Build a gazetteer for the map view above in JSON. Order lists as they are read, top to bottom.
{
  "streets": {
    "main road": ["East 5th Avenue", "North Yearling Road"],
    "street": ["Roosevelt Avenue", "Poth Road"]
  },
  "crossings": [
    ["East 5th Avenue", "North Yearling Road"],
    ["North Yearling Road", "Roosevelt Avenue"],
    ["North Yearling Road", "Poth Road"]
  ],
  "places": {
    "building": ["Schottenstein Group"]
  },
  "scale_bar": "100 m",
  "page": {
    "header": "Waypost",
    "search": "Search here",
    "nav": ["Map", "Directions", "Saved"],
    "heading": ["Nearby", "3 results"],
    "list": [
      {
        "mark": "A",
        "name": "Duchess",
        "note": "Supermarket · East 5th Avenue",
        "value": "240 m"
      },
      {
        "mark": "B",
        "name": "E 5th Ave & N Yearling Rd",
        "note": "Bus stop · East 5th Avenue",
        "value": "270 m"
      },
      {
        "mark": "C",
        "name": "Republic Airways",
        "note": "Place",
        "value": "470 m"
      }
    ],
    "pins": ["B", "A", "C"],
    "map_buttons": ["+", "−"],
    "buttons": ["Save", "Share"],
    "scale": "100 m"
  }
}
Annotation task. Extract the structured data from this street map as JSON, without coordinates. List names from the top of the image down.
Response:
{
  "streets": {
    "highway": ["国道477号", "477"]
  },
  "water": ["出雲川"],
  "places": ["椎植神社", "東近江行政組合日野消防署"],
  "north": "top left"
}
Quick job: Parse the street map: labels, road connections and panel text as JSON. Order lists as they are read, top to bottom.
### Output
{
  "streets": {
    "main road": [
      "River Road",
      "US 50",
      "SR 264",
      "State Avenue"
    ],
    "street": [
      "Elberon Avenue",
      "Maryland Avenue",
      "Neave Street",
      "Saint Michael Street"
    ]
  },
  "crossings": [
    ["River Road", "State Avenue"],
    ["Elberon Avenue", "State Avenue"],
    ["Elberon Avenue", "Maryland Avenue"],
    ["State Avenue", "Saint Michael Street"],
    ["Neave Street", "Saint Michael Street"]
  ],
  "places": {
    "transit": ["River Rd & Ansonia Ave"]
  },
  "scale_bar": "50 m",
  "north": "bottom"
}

-*-

## [Work instruction]
The data must be retyped in full, exactly as it reads.

## [Written response]
Build a gazetteer for the map view above in JSON. Order lists as they are read, top to bottom.
{
  "streets": {
    "main road": ["East 5th Avenue", "North Yearling Road"],
    "street": ["Roosevelt Avenue", "Poth Road"]
  },
  "crossings": [
    ["East 5th Avenue", "North Yearling Road"],
    ["North Yearling Road", "Roosevelt Avenue"],
    ["North Yearling Road", "Poth Road"]
  ],
  "places": {
    "building": ["Schottenstein Group"]
  },
  "scale_bar": "100 m",
  "page": {
    "header": "Waypost",
    "search": "Search here",
    "nav": ["Map", "Directions", "Saved"],
    "heading": ["Nearby", "3 results"],
    "list": [
      {
        "mark": "A",
        "name": "Duchess",
        "note": "Supermarket · East 5th Avenue",
        "value": "240 m"
      },
      {
        "mark": "B",
        "name": "E 5th Ave & N Yearling Rd",
        "note": "Bus stop · East 5th Avenue",
        "value": "270 m"
      },
      {
        "mark": "C",
        "name": "Republic Airways",
        "note": "Place",
        "value": "470 m"
      }
    ],
    "pins": ["B", "A", "C"],
    "map_buttons": ["+", "−"],
    "buttons": ["Save", "Share"],
    "scale": "100 m"
  }
}
Annotation task. Extract the structured data from this street map as JSON, without coordinates. List names from the top of the image down.
Response:
{
  "streets": {
    "highway": ["国道477号", "477"]
  },
  "water": ["出雲川"],
  "places": ["椎植神社", "東近江行政組合日野消防署"],
  "north": "top left"
}
Quick job: Parse the street map: labels, road connections and panel text as JSON. Order lists as they are read, top to bottom.
### Output
{
  "streets": {
    "main road": [
      "River Road",
      "US 50",
      "SR 264",
      "State Avenue"
    ],
    "street": [
      "Elberon Avenue",
      "Maryland Avenue",
      "Neave Street",
      "Saint Michael Street"
    ]
  },
  "crossings": [
    ["River Road", "State Avenue"],
    ["Elberon Avenue", "State Avenue"],
    ["Elberon Avenue", "Maryland Avenue"],
    ["State Avenue", "Saint Michael Street"],
    ["Neave Street", "Saint Michael Street"]
  ],
  "places": {
    "transit": ["River Rd & Ansonia Ave"]
  },
  "scale_bar": "50 m",
  "north": "bottom"
}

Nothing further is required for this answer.